Clíodhna has been in the State childcare system for most of her life. She tells TheJournal.ie about social workers, Christmas shopping, and why she has no regrets.

I WAS ONE and a half when I went into care. My family just couldn’t look after me. I was put into a care centre for two weeks, until a foster family was found. But it was a short-term foster family, and they wanted a permanent one. So I was moved around a few times, to four or five different foster families, until I was put into a residential home. Which is only supposed to be for two weeks, but I stayed there for 14 years.

When I first moved in there were eight people living in the house. There were two staff on, and a manager who would come in Monday to Friday. That was when the nuns were running the house. When I was about six the health board took over, and now there are three staff there all the time, as well as a manager and a deputy manager, and only six kids. There’s now a law where every child has to have their own room. I’ve a fair bit of contact with the house I grew up in, I still go up to visit.

I never regret going into care, ever. Because I wouldn’t be who I am now; I’d be a completely different person. I wouldn’t know the people that I know. Because I moved in when I was so young, it was all I knew growing up, s0o it was a positive experience. Of course there were hard times, when I was going ‘Why the hell do I have to be here?’ But overall I had a grand experience.

‘We wouldn’t get home until mad late’

Christmas time was probably my favourite time. Christmas started on the first day of December and lasted until New Year’s. On the first week, we’d have a Christmas mass where the priest would come in, and we’d have a party afterwards, and all the old staff and kids would come back for a get-together.

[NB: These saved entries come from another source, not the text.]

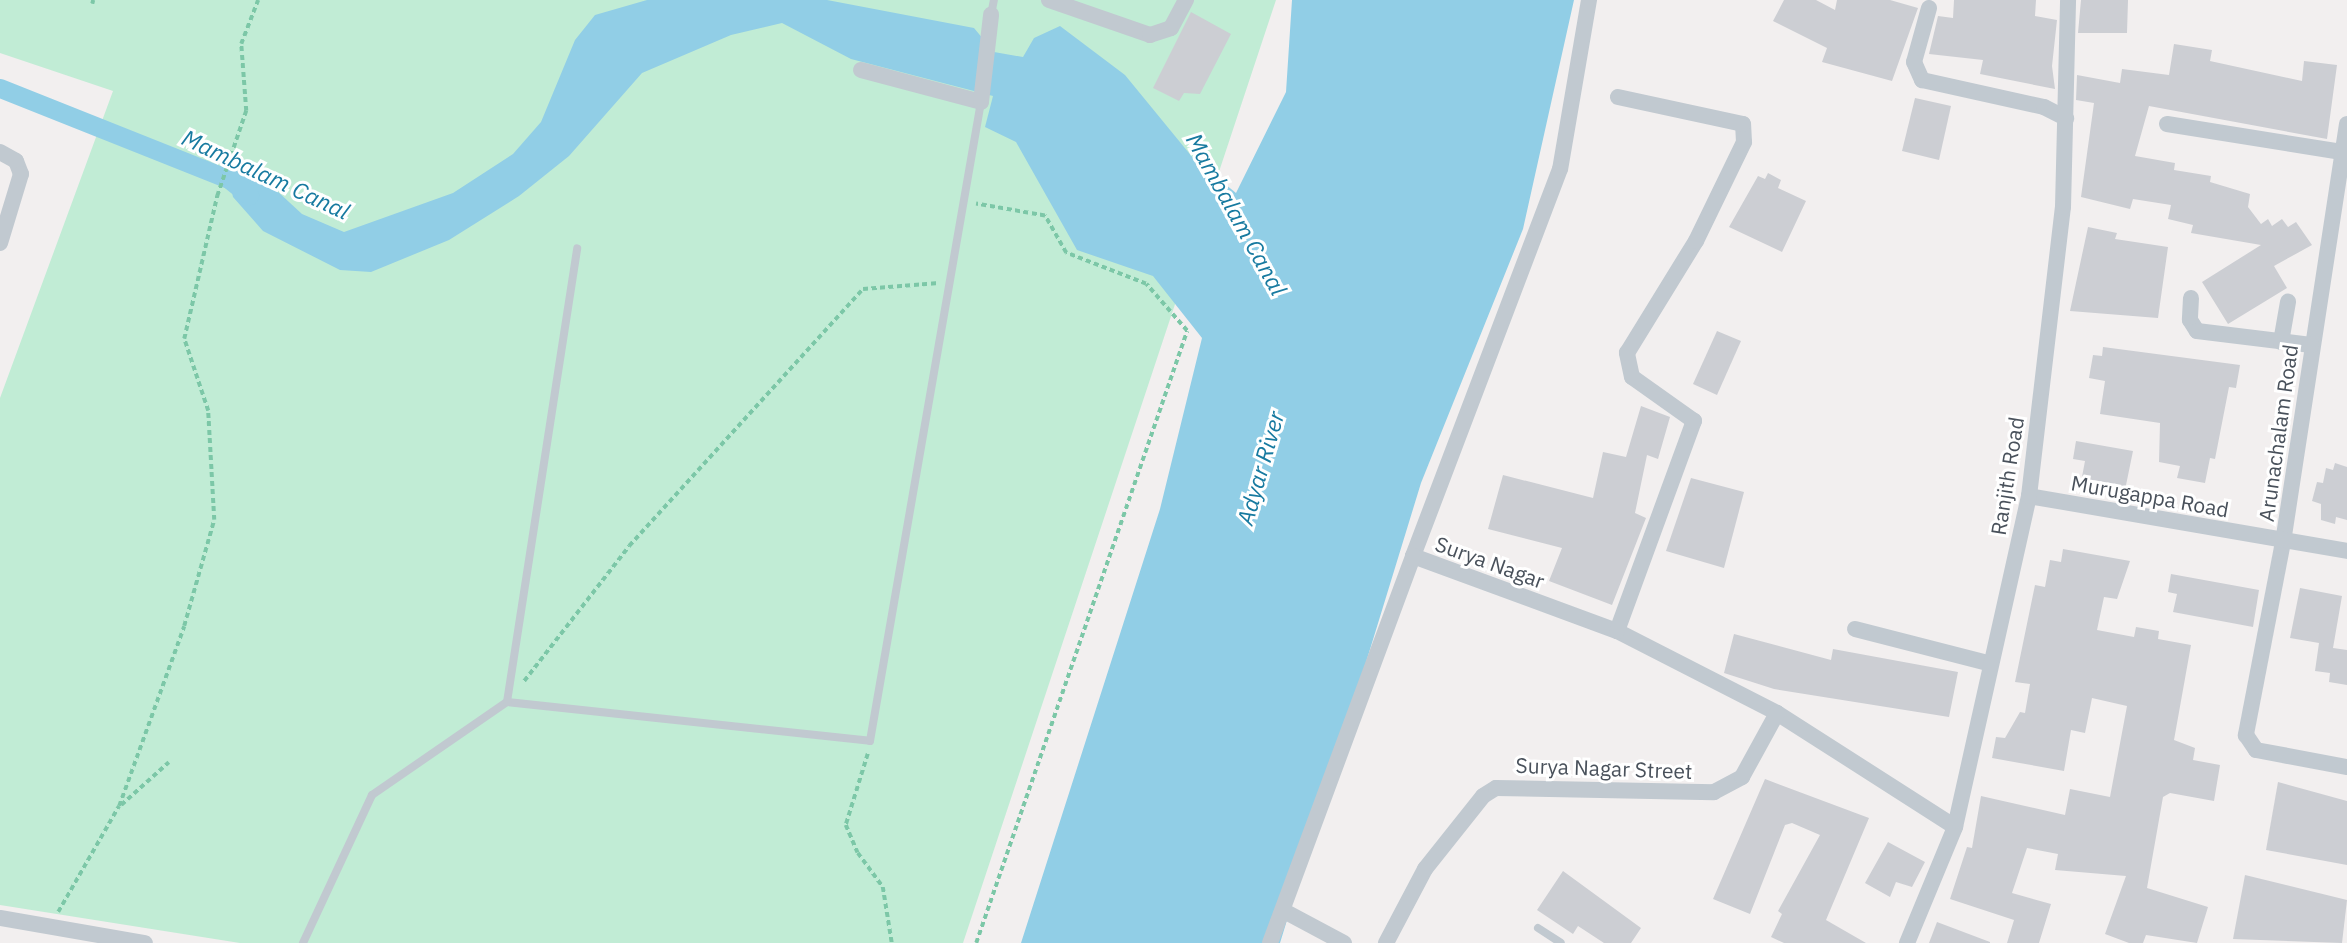 <!DOCTYPE html>
<html>
<head>
<meta charset="utf-8">
<style>
  body { margin:0 }
  #map { position:relative; width:2347px; height:943px; overflow:hidden; background:#f2efef; font-family:"IBM Plex Sans",sans-serif }
  div>[style] { position:absolute }
  [style*='--x'] { left:calc(var(--x)*1px); top:calc(var(--y)*1px); width:calc(var(--w)*1px); rotate:calc(var(--a)*1deg) }
  .green>* { inset:0; background:#c1ecd5 }
  .water>* { inset:0; background:#91cee6 }
  .canal>* { height:19px; margin:-9.5px; padding:0 9.5px; transform-origin:9.5px; border-radius:9.5px; background:#91cee6 }
  .building>* { inset:0; background:#ccced3 }
  .path>* { height:3.5px; margin-top:-1.75px; transform-origin:0; background:repeating-linear-gradient(90deg,#7cc7a7 0 5px,transparent 0 8.5px) }
  .service>* { height:8px; margin:-4px; padding:0 4px; transform-origin:4px; border-radius:4px; background:#c1c9d0 }
  .minor>* { height:16px; margin:-8px; padding:0 8px; transform-origin:8px; border-radius:8px; background:#c1c9d0 }
  span { translate:-50% -50%; white-space:nowrap; text-align:center; line-height:1.15; -webkit-text-stroke:6px #fff; paint-order:stroke }
  .street-label { font-size:21px; color:#49515b }
  .water-label { font-size:23px; color:#177aa0; font-style:italic }
</style>
</head>
<body>
<div id="map">
  <div class="green">
    <div style="clip-path:polygon(0 0,1276px 0,963px 943px,240px 943px,0 905px,0 398px,113px 91px,0 53px)"></div>
  </div>
  <div class="water">
    <div style="clip-path:polygon(647px 0,827px 0,974px 28px,994px 52px,1023px 57px,1034px 38px,1060px 26px,1125px 75px,1193px 158px,1236px 193px,1286px 92px,1292px 0,1574px 0,1523px 229px,1421px 483px,1280px 943px,1021px 943px,1160px 509px,1202px 338px,1153px 276px,1077px 250px,1016px 142px,985px 127px,993px 96px,851px 59px,782px 23px,731px 35px,642px 73px,569px 156px,519px 196px,449px 240px,371px 272px,340px 270px,263px 231px,233px 197px,229px 179px,240px 157px,302px 214px,344px 232px,453px 193px,513px 154px,541px 122px,575px 40px,595px 15px)"></div>
  </div>
  <div class="canal">
    <div style="--x:0;--y:88;--w:246;--a:21.7"></div>
    <div style="--x:229;--y:179;--w:26;--a:39"></div>
  </div>
  <div class="building">
    <div style="clip-path:polygon(1784px 0,1816px 0,1835px 10px,1837px 0,1890px 0,1918px 8px,1892px 81px,1822px 62px,1827px 48px,1773px 21px)"></div>
    <div style="clip-path:polygon(1954px 0,2036px 0,2035px 16px,2057px 20px,2052px 66px,2055px 89px,1980px 74px,1983px 60px,1929px 54px,1938px 16px,1953px 18px)"></div>
    <div style="clip-path:polygon(2081px 0,2128px 0,2127px 33px,2078px 33px)"></div>
    <div style="clip-path:polygon(1191px 12px,1231px 34px,1200px 94px,1184px 93px,1179px 101px,1153px 88px)"></div>
    <div style="clip-path:polygon(2174px 44px,2212px 50px,2210px 61px,2302px 81px,2304px 61px,2337px 65px,2327px 139px,2149px 106px,2135px 156px,2175px 163px,2174px 170px,2211px 176px,2210px 182px,2250px 194px,2248px 207px,2261px 224px,2268px 219px,2272px 226px,2282px 219px,2288px 227px,2296px 222px,2312px 245px,2274px 266px,2287px 288px,2228px 324px,2202px 282px,2261px 245px,2191px 233px,2193px 225px,2168px 219px,2171px 205px,2133px 199px,2130px 209px,2081px 197px,2094px 103px,2076px 100px,2077px 75px,2120px 83px,2122px 69px,2169px 75px)"></div>
    <div style="clip-path:polygon(1915px 98px,1951px 106px,1939px 160px,1902px 151px)"></div>
    <div style="clip-path:polygon(1768px 173px,1781px 180px,1778px 188px,1806px 201px,1782px 252px,1729px 227px,1758px 176px,1765px 179px)"></div>
    <div style="clip-path:polygon(2088px 227px,2117px 233px,2115px 239px,2168px 247px,2158px 318px,2070px 311px)"></div>
    <div style="clip-path:polygon(1717px 331px,1741px 341px,1717px 395px,1693px 384px)"></div>
    <div style="clip-path:polygon(2103px 347px,2240px 365px,2236px 388px,2229px 387px,2215px 459px,2210px 458px,2205px 483px,2177px 478px,2180px 466px,2159px 462px,2160px 423px,2100px 414px,2105px 381px,2089px 378px,2093px 355px,2102px 356px)"></div>
    <div style="clip-path:polygon(1641px 406px,1670px 417px,1658px 459px,1647px 455px,1635px 513px,1646px 518px,1612px 605px,1549px 581px,1562px 548px,1488px 529px,1503px 475px,1593px 498px,1603px 452px,1626px 457px)"></div>
    <div style="clip-path:polygon(2076px 441px,2133px 451px,2125px 490px,2081px 482px,2085px 461px,2073px 459px)"></div>
    <div style="clip-path:polygon(2335px 463px,2347px 467px,2347px 520px,2336px 517px,2335px 524px,2321px 520px,2321px 504px,2312px 501px,2317px 482px,2323px 483px,2326px 468px,2333px 470px)"></div>
    <div style="clip-path:polygon(1691px 478px,1744px 492px,1724px 568px,1666px 551px)"></div>
    <div style="clip-path:polygon(2063px 549px,2130px 561px,2117px 599px,2104px 597px,2097px 630px,2134px 637px,2136px 627px,2159px 631px,2158px 639px,2191px 645px,2174px 740px,2195px 748px,2193px 760px,2220px 765px,2214px 801px,2170px 793px,2163px 797px,2147px 888px,2208px 907px,2197px 943px,2146px 935px,2143px 943px,2129px 943px,2105px 934px,2126px 876px,2055px 870px,2058px 854px,2027px 848px,2012px 893px,2051px 904px,2039px 943px,2007px 943px,2014px 920px,1950px 899px,1967px 847px,1972px 848px,1981px 796px,2065px 815px,2070px 789px,2110px 797px,2127px 706px,2092px 698px,2085px 733px,2071px 730px,2064px 771px,1992px 758px,1996px 737px,2005px 738px,2020px 712px,2025px 713px,2030px 684px,2015px 682px,2035px 585px,2045px 587px,2050px 560px,2061px 562px)"></div>
    <div style="clip-path:polygon(2171px 574px,2259px 590px,2253px 627px,2173px 612px,2177px 594px,2168px 592px)"></div>
    <div style="clip-path:polygon(2300px 588px,2342px 596px,2333px 648px,2347px 650px,2347px 685px,2329px 682px,2330px 673px,2315px 671px,2319px 643px,2290px 638px)"></div>
    <div style="clip-path:polygon(1734px 634px,1831px 660px,1833px 649px,1958px 672px,1949px 717px,1774px 689px,1724px 673px)"></div>
    <div style="clip-path:polygon(1765px 779px,1869px 818px,1826px 920px,1866px 943px,1784px 943px,1771px 937px,1782px 914px,1778px 911px,1820px 835px,1792px 823px,1785px 825px,1750px 914px,1713px 899px)"></div>
    <div style="clip-path:polygon(2278px 782px,2347px 801px,2347px 865px,2266px 850px)"></div>
    <div style="clip-path:polygon(1888px 842px,1925px 862px,1912px 887px,1896px 882px,1890px 897px,1865px 883px)"></div>
    <div style="clip-path:polygon(1563px 871px,1641px 928px,1631px 943px,1604px 943px,1578px 926px,1573px 934px,1537px 910px)"></div>
    <div style="clip-path:polygon(2245px 875px,2347px 900px,2342px 943px,2233px 939px)"></div>
    <div style="clip-path:polygon(1937px 922px,1990px 942px,1990px 943px,1929px 943px)"></div>
  </div>
  <div class="path">
    <div style="--x:92;--y:4;--w:4;--a:-76"></div>
    <div style="--x:524;--y:681;--w:171;--a:-52.1"></div>
    <div style="--x:629;--y:546;--w:348;--a:-47.7"></div>
    <div style="--x:863;--y:289;--w:76;--a:-4.5"></div>
    <div style="--x:868;--y:754;--w:74;--a:107.2"></div>
    <div style="--x:846;--y:825;--w:30;--a:67"></div>
    <div style="--x:858;--y:853;--w:42;--a:53.7"></div>
    <div style="--x:883;--y:887;--w:57;--a:80.9"></div>
    <div style="--x:121;--y:805;--w:64;--a:-41.9"></div>
    <div style="--x:58;--y:912;--w:122;--a:-60.1"></div>
    <div style="--x:119;--y:806;--w:191;--a:-70.1"></div>
    <div style="--x:184;--y:626;--w:110;--a:-74.2"></div>
    <div style="--x:214;--y:520;--w:109;--a:-93.2"></div>
    <div style="--x:208;--y:411;--w:76;--a:-108.4"></div>
    <div style="--x:184;--y:339;--w:147;--a:-77"></div>
    <div style="--x:217;--y:196;--w:90;--a:-71.2"></div>
    <div style="--x:246;--y:111;--w:67;--a:-94.3"></div>
    <div style="--x:241;--y:44;--w:47;--a:-68.9"></div>
    <div style="--x:976;--y:943;--w:647;--a:-70.98"></div>
    <div style="--x:1187;--y:331;--w:62;--a:-131.1"></div>
    <div style="--x:1146;--y:284;--w:86;--a:-158.8"></div>
    <div style="--x:1066;--y:253;--w:43;--a:-119.6"></div>
    <div style="--x:1045;--y:216;--w:70;--a:-170.1"></div>
  </div>
  <div class="service">
    <div style="--x:991;--y:15;--w:15;--a:-79"></div>
    <div style="--x:507;--y:702;--w:365;--a:6.1"></div>
    <div style="--x:870;--y:741;--w:649;--a:-80.15"></div>
    <div style="--x:1538;--y:928;--w:27;--a:33"></div>
    <div style="--x:303;--y:943;--w:163;--a:-65"></div>
    <div style="--x:372;--y:795;--w:164;--a:-34.6"></div>
    <div style="--x:507;--y:702;--w:459;--a:-81.2"></div>
  </div>
  <div class="minor">
    <div style="--x:1049;--y:0;--w:107;--a:19.1"></div>
    <div style="--x:1150;--y:35;--w:22;--a:-18"></div>
    <div style="--x:1171;--y:28;--w:32;--a:-62"></div>
    <div style="--x:1589;--y:0;--w:171;--a:99.7"></div>
    <div style="--x:1560;--y:169;--w:414;--a:110.8"></div>
    <div style="--x:1413;--y:556;--w:217;--a:20.2"></div>
    <div style="--x:1617;--y:631;--w:180;--a:27.1"></div>
    <div style="--x:1777;--y:713;--w:211;--a:32.6"></div>
    <div style="--x:1929;--y:8;--w:56;--a:105.5"></div>
    <div style="--x:1914;--y:62;--w:20;--a:66"></div>
    <div style="--x:1922;--y:80;--w:125;--a:12.5"></div>
    <div style="--x:2044;--y:107;--w:25;--a:27"></div>
    <div style="--x:861;--y:70;--w:124;--a:14.9"></div>
    <div style="--x:981;--y:102;--w:88;--a:-83.4"></div>
    <div style="--x:2167;--y:124;--w:177;--a:9.1"></div>
    <div style="--x:2347;--y:124;--w:423;--a:98.7"></div>
    <div style="--x:2283;--y:542;--w:197;--a:100.9"></div>
    <div style="--x:2246;--y:735;--w:18;--a:56"></div>
    <div style="--x:2256;--y:750;--w:93;--a:10.6"></div>
    <div style="--x:0;--y:152;--w:18;--a:29"></div>
    <div style="--x:16;--y:161;--w:14;--a:69"></div>
    <div style="--x:21;--y:174;--w:72;--a:106.9"></div>
    <div style="--x:2191;--y:298;--w:22;--a:93"></div>
    <div style="--x:2190;--y:320;--w:13;--a:58"></div>
    <div style="--x:2197;--y:331;--w:115;--a:7"></div>
    <div style="--x:2281;--y:342;--w:41;--a:-80.1"></div>
    <div style="--x:2029;--y:496;--w:323;--a:9.8"></div>
    <div style="--x:1855;--y:629;--w:140;--a:14.4"></div>
    <div style="--x:1617;--y:631;--w:224;--a:-69.9"></div>
    <div style="--x:1694;--y:421;--w:76;--a:-144.6"></div>
    <div style="--x:1632;--y:377;--w:25;--a:-102"></div>
    <div style="--x:1627;--y:353;--w:132;--a:-58.4"></div>
    <div style="--x:1696;--y:241;--w:110;--a:-64.1"></div>
    <div style="--x:1744;--y:142;--w:18;--a:-93"></div>
    <div style="--x:1743;--y:124;--w:128;--a:-167.8"></div>
    <div style="--x:1284;--y:911;--w:68;--a:28.1"></div>
    <div style="--x:0;--y:918;--w:147;--a:9.8"></div>
    <div style="--x:1270;--y:943;--w:413;--a:-69.7"></div>
    <div style="--x:1386;--y:943;--w:84;--a:-62.2"></div>
    <div style="--x:1425;--y:869;--w:93;--a:-51.5"></div>
    <div style="--x:1483;--y:796;--w:15;--a:-32"></div>
    <div style="--x:1496;--y:788;--w:218;--a:1.1"></div>
    <div style="--x:1714;--y:792;--w:32;--a:-28"></div>
    <div style="--x:1742;--y:777;--w:73;--a:-61.3"></div>
    <div style="--x:1907;--y:943;--w:126;--a:-67.5"></div>
    <div style="--x:1955;--y:827;--w:339;--a:-77.4"></div>
    <div style="--x:2029;--y:496;--w:291;--a:-83.3"></div>
    <div style="--x:2063;--y:207;--w:207;--a:-88.6"></div>
  </div>
  <div class="street-label">
    <span style="left:2278px;top:433px;rotate:-82deg">Arunachalam Road</span>
    <span style="left:2007px;top:476px;rotate:-81deg">Ranjith Road</span>
    <span style="left:2150px;top:496px;rotate:10deg">Murugappa Road</span>
    <span style="left:1490px;top:562px;rotate:20deg">Surya Nagar</span>
    <span style="left:1604px;top:768px;rotate:2deg">Surya Nagar Street</span>
  </div>
  <div class="water-label">
    <span style="left:266px;top:174px;rotate:25deg">Mambalam Canal</span>
    <span style="left:1237px;top:214px;rotate:61deg">Mambalam Canal</span>
    <span style="left:1260px;top:468px;rotate:-74deg">Adyar River</span>
  </div>
</div>
</body>
</html>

The second week we used to get a day off school to go Christmas shopping. At seven in the morning we’d go into Bewleys or Debenhams for breakfast. Then we’d go off shopping, and meet up at lunchtime. At the end of it we’d meet up for dinner, and then go to a pantomime, or ice skating, or the cinema. And we wouldn’t get home until what we thought was mad late – eleven o’clock or something.

Some stuff was difficult, though. Like, I think every schoolkid does a family tree. And when it came to you doing your family tree, and your teacher’s asking who this is, or who that is in your family. You’re just going ‘I don’t know, because I don’t live with them.’ Then it’s obvious to everybody, and they’re going ‘Why the hell doesn’t she know her family?’

But one thing I learned is that kids aren’t really the smartest people in the world. They believe what you tell them. Me and the girl I shared a room with, we were in the same primary school. And we didn’t talk in school, because we shared a room, we sat beside each other at the dinner table, we went to school together – we used to kill each other. So people were going, you’re always coming into school together, you’re always walking home together, but you’re never together in school – that’s kind of weird. So we told them ‘We’re neighbours, but we live in this giant house and there’s a door in the middle that separates our houses.’ And they believed us.

‘It’s all about familiarity’

I felt that I had stability and security in my upbringing. But my problem is with them moving kids around. They keep trying to say that a child can trust them, but how can you trust somebody that’s making you open up – about stuff that it’s difficult for a child to talk about – and then they move you, and the people at the next place are asking you the same thing? The social workers are constantly changing, because they’ve too much on their plate. So they drop you, and then there’s someone else, and it just happens over and over and over again.

Whereas with me, even though my social worker changed a lot, I still had the same girls that I grew up with. I still went to the same school, I still had my same group of friends. It’s all about familiarity I think. So I didn’t have to run around and tell a million people my life story, when it’s hard enough to do it yourself. And especially when you’re turning into a teenager, you’ve got an awful lot of problems already with school and friends and trying to find out who you are. Without having to add all this onto your plate as well.

If you’ve got a group of people that have grown up together, it’s better for them to stay together than to be moved around and not to be able to trust anybody. Because yeah, we all killed each other when we were kids. But we’re so close at the end of the day, because we’ve been through it together.

Clíodhna is now living independently and hoping to attend college. Her name has been changed.